Famous for touring her personal library and activist archives, Martha Rosler gives us a lot to think about in her exhibition.

Literally a room full of boxes and newspaper clippings, ‘If You Lived Here Still’ is a twenty-year collection of material about homelessness and tenant rights. Since its original presentation in 1989, American cities have hosted permutations of the exhibition, adding local material to Rosler’s. Now Barcelona has followed suit; half of the exhibition presents work by local activists who fight for the right to fair housing.

I suggest you begin with the Barcelona resources. Move past the room primarily devoted to Rosler’s New York archive and sit down at Jordi Oriola and Laura Villaplana’s Roquetes: Memories that shape a neighbourhood and listen to how some Nou Barris residents hijacked a bus to get service to their barrio.

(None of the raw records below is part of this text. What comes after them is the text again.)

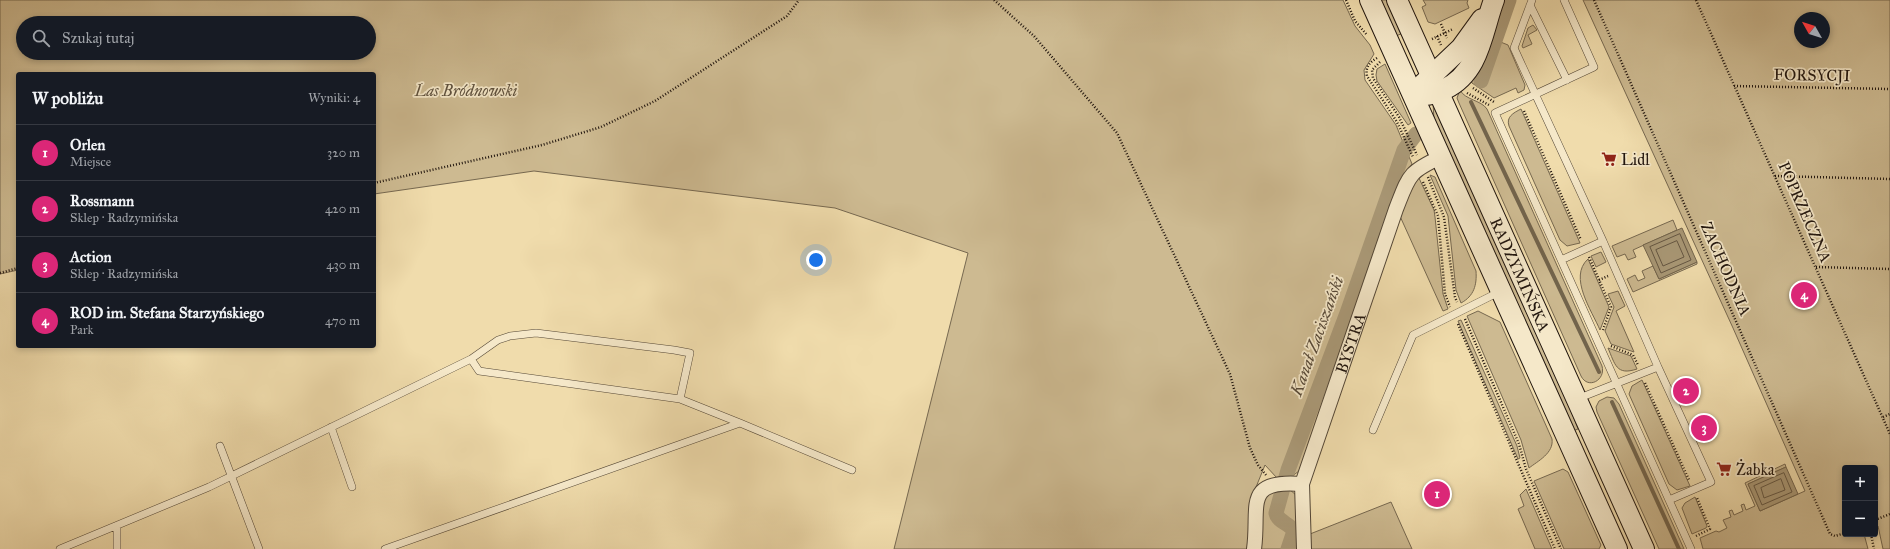 <!DOCTYPE html>
<html lang="pl">
<head>
<meta charset="utf-8">
<style>
  body { margin:0; font-family:"IM FELL Great Primer",serif; background:#20242c; color:#f1f3f6 }
  .controls { position:absolute; right:12px; bottom:12px; display:grid; overflow:hidden; border-radius:4px; box-shadow:0 2px 6px #0003 }
  .controls button { width:36px; height:36px; display:grid; place-items:center; padding:0; border:0; border-bottom:1px solid #363941; background:#171b24; color:#f1f3f6; font:20px sans-serif }
  .compass { position:absolute; left:1794px; top:12px; width:36px; height:36px; border-radius:50%; background:#171b24; box-shadow:0 2px 6px #0003; rotate:309deg }
  .you { position:absolute; left:816px; top:260px; width:14px; height:14px; margin:-10px; border:3px solid #fff; border-radius:50%; background:#1a73e8; box-shadow:0 0 0 6px #1a73e833 }
  .badge { display:grid; place-items:center; width:26px; height:26px; border-radius:50%; background:#db2777; color:#fff; font-size:13px; font-weight:700 }
  .pin { position:absolute; translate:-50% -50%; border:2px solid #fff; box-shadow:0 1px 4px #0006 }
  .list { margin:0; padding:0; list-style:none }
  h2 { display:flex; justify-content:space-between; align-items:center; height:52px; margin:0; padding:0 16px; font-size:17px }
  h2 small { font-size:13px; font-weight:400; color:#9ea1a6 }
  .list li { display:grid; grid-template-columns:26px 1fr auto; gap:12px; align-items:center; box-sizing:border-box; height:56px; padding:0 16px; border-top:1px solid #363941 }
  .list b { display:block; font-size:15px; white-space:nowrap }
  .list p { margin:0; font-size:13px; white-space:nowrap; color:#9ea1a6 }
  .list em { font-size:13px; font-style:normal; color:#9ea1a6 }
  .icon { flex:none; width:22px; height:22px; fill:none; stroke:currentColor; stroke-width:2; stroke-linecap:round; stroke-linejoin:round }
  .map { position:relative; flex:none; width:1890px; height:549px; overflow:hidden }
  .search { position:absolute; background:#171b24; box-shadow:0 2px 6px #0003; left:16px; top:16px; width:360px; height:44px; display:flex; align-items:center; gap:10px; box-sizing:border-box; padding:0 14px; border-radius:22px; color:#9ea1a6; font-size:15px }
  .panel { position:absolute; background:#171b24; box-shadow:0 2px 6px #0003; left:16px; top:72px; width:360px; height:276px; border-radius:4px }
  .map>svg:first-child { display:block }
  .green { fill:#cdba91; stroke:#766850; fill-rule:evenodd }
  .water { fill:#a99876; stroke:#72644c }
  .lines { fill:none; stroke-linecap:round; stroke-linejoin:round }
  .shore { stroke:#645642; stroke-width:1 }
  .stream { stroke:#72644c; stroke-width:4 }
  .canal { stroke:#a99876; stroke-width:15 }
  .lane-casing { stroke:#544736; stroke-width:8 }
  .street-casing { stroke:#544736; stroke-width:16 }
  .secondary-casing { stroke:#20150e; stroke-width:22 }
  .path { stroke:#20150e; stroke-width:2.5; stroke-dasharray:1 2; stroke-linecap:butt }
  .lane { stroke:#f5e8c9; stroke-width:7 }
  .street { stroke:#f5e8c9; stroke-width:14 }
  .secondary { stroke:#f5e8c9; stroke-width:20 }
  .labels { text-anchor:middle; dominant-baseline:central; stroke-width:3.5; stroke-linejoin:round; paint-order:stroke }
  .street-label { font-size:16px; fill:#20150e; stroke:#f5e8c9 }
  .park-label { font-size:16px; font-style:italic; fill:#5d4f3c; stroke:#f5e8c9 }
  .poi-label { font-size:16px; fill:#20150e; stroke:#f5e8c9; text-anchor:start }
  .water-label { font-size:17px; font-style:italic; fill:#574938; stroke:#f5e8c9 }
</style>
</head>
<body>
<div class="map">
<svg width="1890" height="549" viewBox="0 0 1890 549">
  <rect width="100%" height="100%" fill="#f0dcac"/>
  <filter id="stains"><feTurbulence type="fractalNoise" baseFrequency=".005" numOctaves="4"/><feColorMatrix values="0 0 0 0 .2 0 0 0 0 .09 0 0 0 0 .02 0 0 0 .5 -.17"/></filter>
  <radialGradient id="worn" r=".72"><stop offset=".6" stop-color="#630" stop-opacity="0"/><stop offset="1" stop-color="#630" stop-opacity=".3"/></radialGradient>
  <path class="green" d="M0 0H1343L1355 26 1370 45 1374 54 1364 70 1365 80 1396 125 1412 164 1400 182 1299 471 1291 477 1277 478 1265 465 1254 492 1251 549H894L968 253 835 208 534 171 374 194V74H18V270L0 274ZM23 23H369V53H23Z
    M1380 0H1388L1403 33 1396 36Z
    M1423 0H1468L1467 3 1469 8 1435 24 1428 22 1422 7 1426 5Z
    M1501 0H1513L1498 41 1508 45 1525 85 1524 90 1518 93 1516 88 1494 98 1472 83 1470 78Z
    M1583 0H1890V549H1883L1878 526H1875V468H1845V534H1864L1868 549H1703L1700 538 1716 531 1719 532 1727 528 1723 520 1731 517 1729 511 1732 510 1734 515 1743 511 1741 505 1744 504 1746 510 1755 506 1745 483 1785 464 1786 467 1748 484 1760 511 1805 491 1733 328ZM1800 18H1824V42H1800Z
    M1533 25 1537 30 1528 35 1532 44 1523 48 1522 46 1528 28Z
    M1385 64 1411 123 1408 125 1377 81 1376 75 1377 69Z
    M1460 90C1465 100 1481 100 1487 109L1602 366C1606 380 1588 390 1581 376L1459 103 1457 98Z
    M1433 104 1560 381 1578 429 1573 431 1434 119Z
    M1521 109 1580 243 1567 246 1560 240 1509 126C1506 117 1513 113 1521 109Z
    M1430 175 1435 177 1476 271C1477 285 1474 296 1461 303L1456 290 1448 216Z
    M1418 176 1434 210 1435 217 1443 294 1448 309 1443 311 1399 214Z
    M1673 220 1677 230 1633 250 1636 257 1628 260 1625 254 1617 257 1612 246Z
    M1601 252 1606 262 1596 267 1591 256Z
    M1588 259 1609 307 1600 330C1592 311 1568 277 1588 259Z
    M1697 262V264L1633 292 1627 279 1635 275 1638 281 1645 278 1642 271 1653 266 1659 279Z
    M1618 291 1625 306 1616 311 1634 352 1611 344 1605 331 1614 307 1608 294Z
    M1478 311 1500 322 1552 439C1554 453 1538 461 1529 468L1521 440 1467 316Z
    M1461 320 1517 446 1520 458 1518 459 1458 321Z
    M1608 348 1631 356 1637 369C1616 376 1615 364 1608 348Z
    M1642 380 1690 486 1677 490 1669 484 1629 394 1632 386Z
    M1607 397 1614 398 1619 404 1684 549H1659L1597 412 1596 407 1599 401Z
    M1563 469 1568 472 1601 545 1599 549H1564L1534 481Z
    M1280 489 1274 516 1277 521 1291 531 1286 549H1258L1262 497Z
    M1284 489H1289L1296 495 1297 549H1291C1302 517 1290 532 1278 514Z
    M1526 489 1552 549H1535L1518 509 1524 506 1520 495Z
    M1695 497 1707 526 1706 528 1692 534 1682 508 1685 503Z
    M1391 502 1412 549H1309L1310 534Z"/>
  <path class="water" d="M1682 228 1697 262 1659 279 1643 245Z
    M1786 467 1798 494 1760 511 1748 484Z"/>
  <g class="lines">
    <path class="shore" d="M1680 234 1691 260 1661 273 1650 247Z
      M1677 241 1684 257 1663 266 1656 250Z
      M1784 473 1792 492 1762 505 1754 486Z
      M1781 479 1785 490 1764 498 1761 488Z"/>
    <path class="stream" d="M1471 102 1599 372
      M1612 402 1679 549"/>
    <path class="canal" d="M1481 81 1509 0
      M1288 549 1294 531C1289 523 1278 522 1276 513L1288 470 1347 313 1404 150 1416 134"/>
    <g class="lane-casing">
      <path id="lane" d="M1532 0 1514 48 1603 241 1561 260
        M1564 0 1594 67 1495 113 1691 549
        M1530 5 1567 80
        M1603 241 1658 367
        M471 359 498 340 510 336 536 333 674 350 690 353 680 399
        M1577 399 1658 367 1711 482 1669 500
        M331 427 352 487
        M1373 430 1413 335 1499 292
        M220 446 259 549
        M117 526V549
        M60 549 209 487 471 359 479 371 680 399 740 423
        M385 549 740 423 852 470"/>
    </g>
    <g class="street-casing">
      <g id="street">
        <path d="M1254 549C1260 507 1242 479 1302 484"/>
        <path id="s1" d="M1304 549 1302 484 1396 209C1409 176 1408 172 1441 157"/>
      </g>
    </g>
    <g class="secondary-casing">
      <g id="secondary">
        <path d="M1370 0 1617 549"/>
        <path id="s2" d="M1397 0 1644 549"/>
        <path d="M1423 84 1461 48 1482 19"/>
        <path d="M1425 95C1433 95 1439 92 1445 89 1480 72 1482 32 1494 0"/>
      </g>
    </g>
    <path class="path" d="M994 0 1034 36 1117 133 1230 374 1250 448 1258 465 1266 475
      M1346 0 1355 21 1367 35
      M1594 0 1830 534 1835 536 1845 533
      M1696 0 1890 434
      M1441 24 1447 38
      M1437 36 1441 45
      M1432 39 1453 29
      M1377 58C1370 62 1365 67 1367 76L1397 122 1413 157
      M1380 62 1372 70 1373 78 1399 117 1417 155
      M1734 86 1890 89
      M1473 88 1494 102
      M1467 93 1489 105
      M1524 111 1581 240
      M1775 176 1890 179
      M1428 177 1444 217 1455 297 1457 302
      M1423 182 1438 216 1445 294 1450 307
      M374 183 542 145 601 127 655 101 787 16 799 0
      M1589 257 1611 307 1603 330
      M1816 267 1890 269
      M0 273 18 268
      M1599 280 1608 276
      M1465 319 1519 444 1526 469 1561 549
      M1458 324 1555 549
      M1611 346 1633 355 1638 365
      M1645 383 1689 480
      M1883 417 1890 414
      M1875 520 1890 514
      M1871 534 1874 549
      M1696 536 1710 529 1697 498"/>
    <use href="#lane" class="lane"/>
    <use href="#street" class="street"/>
    <use href="#secondary" class="secondary"/>
  </g>
  <defs>
    <g id="supermarket-bare" transform="scale(1.2)"><path d="M-6-5.5h2.5l.6 2H6L4.5 2H-2.5L-4.4-4H-6ZM-1.5 3.2a1.3 1.3 0 1 0 .1 0ZM3 3.2a1.3 1.3 0 1 0 .1 0Z" fill="#8f2418" stroke="#f5e8c9" stroke-width="2.5" paint-order="stroke"/></g>
  </defs>
  <g fill-rule="evenodd">
    <use href="#supermarket-bare" x="1609" y="159"/>
    <use href="#supermarket-bare" x="1724" y="469"/>
  </g>
  <g class="labels">
    <g class="street-label">
      <text transform="translate(1812 75) rotate(1)">FORSYCJI</text>
      <text transform="translate(1805 212) rotate(66)">POPRZECZNA</text>
      <text transform="translate(1726 269) rotate(66)">ZACHODNIA</text>
      <text stroke="none"><textPath href="#s2" startOffset="301">RADZYMIŃSKA</textPath></text>
      <text stroke="none"><textPath href="#s1" startOffset="214">BYSTRA</textPath></text>
    </g>
    <g class="park-label">
      <text x="466" y="90">Las Bródnowski</text>
    </g>
    <g class="poi-label">
      <text x="1621" y="159">Lidl</text>
      <text x="1736" y="469">Żabka</text>
    </g>
    <g class="water-label">
      <text transform="translate(1317 336) rotate(-70)">Kanał Zaciszański</text>
    </g>
  </g>
  <rect width="100%" height="100%" filter="url(#stains)"/>
  <rect width="100%" height="100%" fill="url(#worn)"/>
</svg>
<div class="controls">
<button>+</button>
<button>−</button>
</div>
<svg class="compass" viewBox="-18 -18 36 36"><path d="M0-13l5 13h-10z" fill="#e53935"/><path d="M0 13l5-13h-10z" fill="#9ea1a6"/></svg>
<div class="you"></div>
<div class="pin badge" style="left:1437px;top:494px">1</div>
<div class="pin badge" style="left:1686px;top:391px">2</div>
<div class="pin badge" style="left:1704px;top:428px">3</div>
<div class="pin badge" style="left:1804px;top:295px">4</div>
<div class="search"><svg class="icon" aria-label="search" viewBox="0 0 24 24"><circle cx="10" cy="10" r="6"/><path d="M15 15l6 6"/></svg>Szukaj tutaj</div>
<section class="panel">
<h2>W pobliżu<small>Wyniki: 4</small></h2>
<ul class="list">
<li><span class="badge">1</span><div><b>Orlen</b><p>Miejsce</p></div><em>320 m</em></li>
<li><span class="badge">2</span><div><b>Rossmann</b><p>Sklep · Radzymińska</p></div><em>420 m</em></li>
<li><span class="badge">3</span><div><b>Action</b><p>Sklep · Radzymińska</p></div><em>430 m</em></li>
<li><span class="badge">4</span><div><b>ROD im. Stefana Starzyńskiego</b><p>Park</p></div><em>470 m</em></li>
</ul>
</section>
</div>
</body>
</html>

Take a look at the comic book-style guide that explains how plans to put elevators in Barceloneta apartments will literally throw out 20 percent of a building’s population and learn about how Ciutat Vella inhabitants suffered four years of harassment by developers and how they’re fighting back with a criminal lawsuit, as witnessed in the documentary 29, Carrer Robador. Four Years of Tenant Harassment.

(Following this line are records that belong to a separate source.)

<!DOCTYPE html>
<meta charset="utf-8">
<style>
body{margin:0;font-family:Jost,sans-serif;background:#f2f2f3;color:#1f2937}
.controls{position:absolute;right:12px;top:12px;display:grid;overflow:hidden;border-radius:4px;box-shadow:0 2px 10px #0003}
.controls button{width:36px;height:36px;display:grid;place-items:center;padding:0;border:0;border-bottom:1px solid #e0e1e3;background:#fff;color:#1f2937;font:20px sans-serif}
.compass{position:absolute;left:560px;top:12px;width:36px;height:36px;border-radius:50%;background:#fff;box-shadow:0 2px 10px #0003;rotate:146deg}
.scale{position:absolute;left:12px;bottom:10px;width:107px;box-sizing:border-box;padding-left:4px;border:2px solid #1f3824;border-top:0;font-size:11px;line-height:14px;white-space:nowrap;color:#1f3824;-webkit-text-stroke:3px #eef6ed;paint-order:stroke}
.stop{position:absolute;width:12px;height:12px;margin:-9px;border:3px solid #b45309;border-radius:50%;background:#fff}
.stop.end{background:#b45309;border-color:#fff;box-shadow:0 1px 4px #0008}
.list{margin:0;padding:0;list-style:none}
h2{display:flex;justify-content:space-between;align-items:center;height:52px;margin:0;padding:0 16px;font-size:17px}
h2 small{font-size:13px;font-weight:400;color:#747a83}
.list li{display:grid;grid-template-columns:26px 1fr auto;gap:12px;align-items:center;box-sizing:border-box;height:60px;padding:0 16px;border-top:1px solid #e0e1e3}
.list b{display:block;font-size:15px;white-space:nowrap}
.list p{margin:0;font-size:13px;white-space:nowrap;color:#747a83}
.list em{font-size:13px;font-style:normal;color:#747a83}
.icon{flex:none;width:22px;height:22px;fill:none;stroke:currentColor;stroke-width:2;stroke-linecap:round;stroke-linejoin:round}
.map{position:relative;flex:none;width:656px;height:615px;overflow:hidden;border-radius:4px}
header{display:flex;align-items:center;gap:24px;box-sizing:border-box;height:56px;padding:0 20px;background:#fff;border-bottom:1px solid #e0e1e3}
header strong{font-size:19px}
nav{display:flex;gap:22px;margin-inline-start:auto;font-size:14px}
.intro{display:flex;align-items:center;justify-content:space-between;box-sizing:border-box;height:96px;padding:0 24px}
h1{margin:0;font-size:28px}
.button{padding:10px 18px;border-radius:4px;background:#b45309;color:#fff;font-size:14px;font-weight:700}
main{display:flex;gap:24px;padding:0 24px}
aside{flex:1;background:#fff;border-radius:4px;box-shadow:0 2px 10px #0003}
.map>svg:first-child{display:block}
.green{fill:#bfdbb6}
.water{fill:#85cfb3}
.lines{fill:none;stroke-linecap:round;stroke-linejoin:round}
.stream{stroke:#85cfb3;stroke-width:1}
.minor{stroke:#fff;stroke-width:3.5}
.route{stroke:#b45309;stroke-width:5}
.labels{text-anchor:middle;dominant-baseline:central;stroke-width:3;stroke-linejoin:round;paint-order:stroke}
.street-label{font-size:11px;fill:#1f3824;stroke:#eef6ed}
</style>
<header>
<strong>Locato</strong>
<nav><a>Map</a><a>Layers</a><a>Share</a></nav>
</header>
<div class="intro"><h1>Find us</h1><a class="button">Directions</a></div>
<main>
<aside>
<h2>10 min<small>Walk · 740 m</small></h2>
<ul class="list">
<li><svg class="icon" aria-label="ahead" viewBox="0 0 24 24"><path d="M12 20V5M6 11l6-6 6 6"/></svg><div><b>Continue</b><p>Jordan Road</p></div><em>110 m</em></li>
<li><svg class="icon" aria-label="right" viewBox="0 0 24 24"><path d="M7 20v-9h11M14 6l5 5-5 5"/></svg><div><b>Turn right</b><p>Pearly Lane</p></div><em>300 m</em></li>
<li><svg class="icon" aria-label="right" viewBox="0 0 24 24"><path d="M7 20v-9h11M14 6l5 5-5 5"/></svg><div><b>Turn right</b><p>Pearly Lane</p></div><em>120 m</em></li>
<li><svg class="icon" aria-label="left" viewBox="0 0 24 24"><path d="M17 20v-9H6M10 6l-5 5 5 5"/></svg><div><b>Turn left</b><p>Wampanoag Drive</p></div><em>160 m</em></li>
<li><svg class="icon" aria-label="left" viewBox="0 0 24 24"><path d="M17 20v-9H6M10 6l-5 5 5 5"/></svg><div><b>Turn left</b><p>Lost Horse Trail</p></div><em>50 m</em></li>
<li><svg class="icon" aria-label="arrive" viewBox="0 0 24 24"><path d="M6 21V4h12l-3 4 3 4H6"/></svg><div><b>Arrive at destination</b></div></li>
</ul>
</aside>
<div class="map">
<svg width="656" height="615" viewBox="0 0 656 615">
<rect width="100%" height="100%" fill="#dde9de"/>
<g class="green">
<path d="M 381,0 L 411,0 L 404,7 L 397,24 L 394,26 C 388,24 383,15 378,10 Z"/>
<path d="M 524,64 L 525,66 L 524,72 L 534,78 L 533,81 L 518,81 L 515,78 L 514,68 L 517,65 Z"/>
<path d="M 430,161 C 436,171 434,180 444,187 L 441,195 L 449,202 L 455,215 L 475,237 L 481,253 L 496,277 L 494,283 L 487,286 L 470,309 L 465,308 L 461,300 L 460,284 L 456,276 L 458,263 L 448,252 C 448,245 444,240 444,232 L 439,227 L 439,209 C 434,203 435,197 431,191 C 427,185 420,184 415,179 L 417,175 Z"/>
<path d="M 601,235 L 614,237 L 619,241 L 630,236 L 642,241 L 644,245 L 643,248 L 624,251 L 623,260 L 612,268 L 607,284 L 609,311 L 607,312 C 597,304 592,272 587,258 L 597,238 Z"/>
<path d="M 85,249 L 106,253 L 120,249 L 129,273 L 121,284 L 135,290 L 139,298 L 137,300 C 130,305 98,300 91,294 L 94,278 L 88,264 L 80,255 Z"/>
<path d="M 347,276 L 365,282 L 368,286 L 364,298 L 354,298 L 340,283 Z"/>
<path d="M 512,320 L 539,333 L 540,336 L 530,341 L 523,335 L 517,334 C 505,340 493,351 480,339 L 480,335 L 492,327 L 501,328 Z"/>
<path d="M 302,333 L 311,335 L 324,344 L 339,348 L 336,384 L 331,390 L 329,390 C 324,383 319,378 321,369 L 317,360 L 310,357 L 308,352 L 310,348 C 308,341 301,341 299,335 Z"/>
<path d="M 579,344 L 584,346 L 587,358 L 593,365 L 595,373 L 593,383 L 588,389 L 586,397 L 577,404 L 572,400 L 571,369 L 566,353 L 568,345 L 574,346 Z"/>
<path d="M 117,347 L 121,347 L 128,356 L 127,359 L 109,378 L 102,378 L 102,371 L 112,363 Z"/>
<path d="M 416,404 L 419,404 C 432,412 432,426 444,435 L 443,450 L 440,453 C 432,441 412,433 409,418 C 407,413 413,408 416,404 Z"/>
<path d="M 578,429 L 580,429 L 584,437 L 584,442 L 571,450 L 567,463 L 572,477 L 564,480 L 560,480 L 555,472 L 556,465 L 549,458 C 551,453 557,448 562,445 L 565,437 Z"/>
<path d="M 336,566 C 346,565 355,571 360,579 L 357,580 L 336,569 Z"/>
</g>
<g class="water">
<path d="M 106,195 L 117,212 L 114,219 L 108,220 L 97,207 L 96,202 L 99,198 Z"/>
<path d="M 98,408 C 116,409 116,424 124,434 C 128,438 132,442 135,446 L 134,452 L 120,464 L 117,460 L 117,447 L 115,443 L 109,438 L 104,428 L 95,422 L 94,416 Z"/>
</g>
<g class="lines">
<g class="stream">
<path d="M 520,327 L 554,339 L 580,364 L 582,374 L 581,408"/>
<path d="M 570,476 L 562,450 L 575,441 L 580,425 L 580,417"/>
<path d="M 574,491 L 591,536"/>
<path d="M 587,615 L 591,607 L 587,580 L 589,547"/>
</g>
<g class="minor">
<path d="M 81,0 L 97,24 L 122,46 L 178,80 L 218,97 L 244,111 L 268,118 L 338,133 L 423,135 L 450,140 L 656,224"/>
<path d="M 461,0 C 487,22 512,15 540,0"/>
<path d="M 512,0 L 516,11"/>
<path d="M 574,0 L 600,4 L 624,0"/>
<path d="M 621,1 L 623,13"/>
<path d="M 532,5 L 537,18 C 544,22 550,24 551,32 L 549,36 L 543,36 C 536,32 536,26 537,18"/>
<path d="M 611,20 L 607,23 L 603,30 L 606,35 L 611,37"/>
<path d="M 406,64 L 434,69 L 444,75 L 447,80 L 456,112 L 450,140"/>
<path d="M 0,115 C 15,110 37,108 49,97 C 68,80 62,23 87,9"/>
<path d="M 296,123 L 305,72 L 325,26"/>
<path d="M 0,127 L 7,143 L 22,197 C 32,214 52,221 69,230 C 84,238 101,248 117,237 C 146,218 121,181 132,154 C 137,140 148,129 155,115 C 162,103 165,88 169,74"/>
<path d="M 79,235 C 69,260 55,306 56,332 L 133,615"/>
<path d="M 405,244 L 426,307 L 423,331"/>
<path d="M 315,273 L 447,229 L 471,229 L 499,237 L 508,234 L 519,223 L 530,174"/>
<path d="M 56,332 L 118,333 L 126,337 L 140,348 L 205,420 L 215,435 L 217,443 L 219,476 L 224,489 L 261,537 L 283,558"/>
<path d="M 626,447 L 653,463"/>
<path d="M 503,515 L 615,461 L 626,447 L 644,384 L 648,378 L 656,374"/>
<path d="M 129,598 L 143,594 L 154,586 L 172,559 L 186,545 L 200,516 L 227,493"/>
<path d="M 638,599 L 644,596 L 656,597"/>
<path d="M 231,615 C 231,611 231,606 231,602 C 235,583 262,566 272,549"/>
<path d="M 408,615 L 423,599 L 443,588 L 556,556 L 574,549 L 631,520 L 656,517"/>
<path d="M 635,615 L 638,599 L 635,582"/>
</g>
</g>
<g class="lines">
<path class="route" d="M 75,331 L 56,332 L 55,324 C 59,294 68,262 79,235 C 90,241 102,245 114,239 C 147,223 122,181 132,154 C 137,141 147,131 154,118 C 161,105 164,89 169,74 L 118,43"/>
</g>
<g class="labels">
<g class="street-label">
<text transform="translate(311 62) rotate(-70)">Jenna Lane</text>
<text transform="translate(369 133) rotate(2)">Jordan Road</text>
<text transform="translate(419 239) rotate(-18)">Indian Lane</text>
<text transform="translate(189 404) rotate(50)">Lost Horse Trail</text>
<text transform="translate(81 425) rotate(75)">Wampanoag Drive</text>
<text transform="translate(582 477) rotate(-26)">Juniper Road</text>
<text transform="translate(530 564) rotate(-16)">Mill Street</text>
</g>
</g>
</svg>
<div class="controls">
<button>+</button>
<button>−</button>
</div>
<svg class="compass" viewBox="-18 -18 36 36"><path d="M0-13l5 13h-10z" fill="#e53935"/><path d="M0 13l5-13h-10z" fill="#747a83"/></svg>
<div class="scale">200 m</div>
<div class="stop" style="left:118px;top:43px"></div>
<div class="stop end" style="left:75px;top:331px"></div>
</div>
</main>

Part of Rosler’s motivation to tour this exhibition is to bring such activist battles and victories to local light. She offers her archive as a model to create similar projects in other cities hoping to connect people with the issues of housing. To that end, Rosler’s original exhibition, part of the influential 1989 Town Meeting project in New York City, included four accompanying talks. In these forums, people engaged with the larger issues presented by her archive.

However here, I would hazard a guess that Rosler’s audience are having trouble seeing this important work as more than a stack of papers. In part, due to the fact that La Virreina has failed to offer itself as a venue for conversation. During the launch, the centre hosted Rosler and a few local organisations for two public conferences. Though well attended, similar events have not been planned.

Rosler is one of a growing number of contemporary artists working in the vein of research-based art practice, intended to turn the art gallery into a venue for discourse. In fact, If You Lived Here originated the form and these types of exhibitions aren’t going away anytime soon. Barcelona’s art institutions are obliged to not only help carry the torch, but to prepare their audiences, and themselves, for a new institutionalism.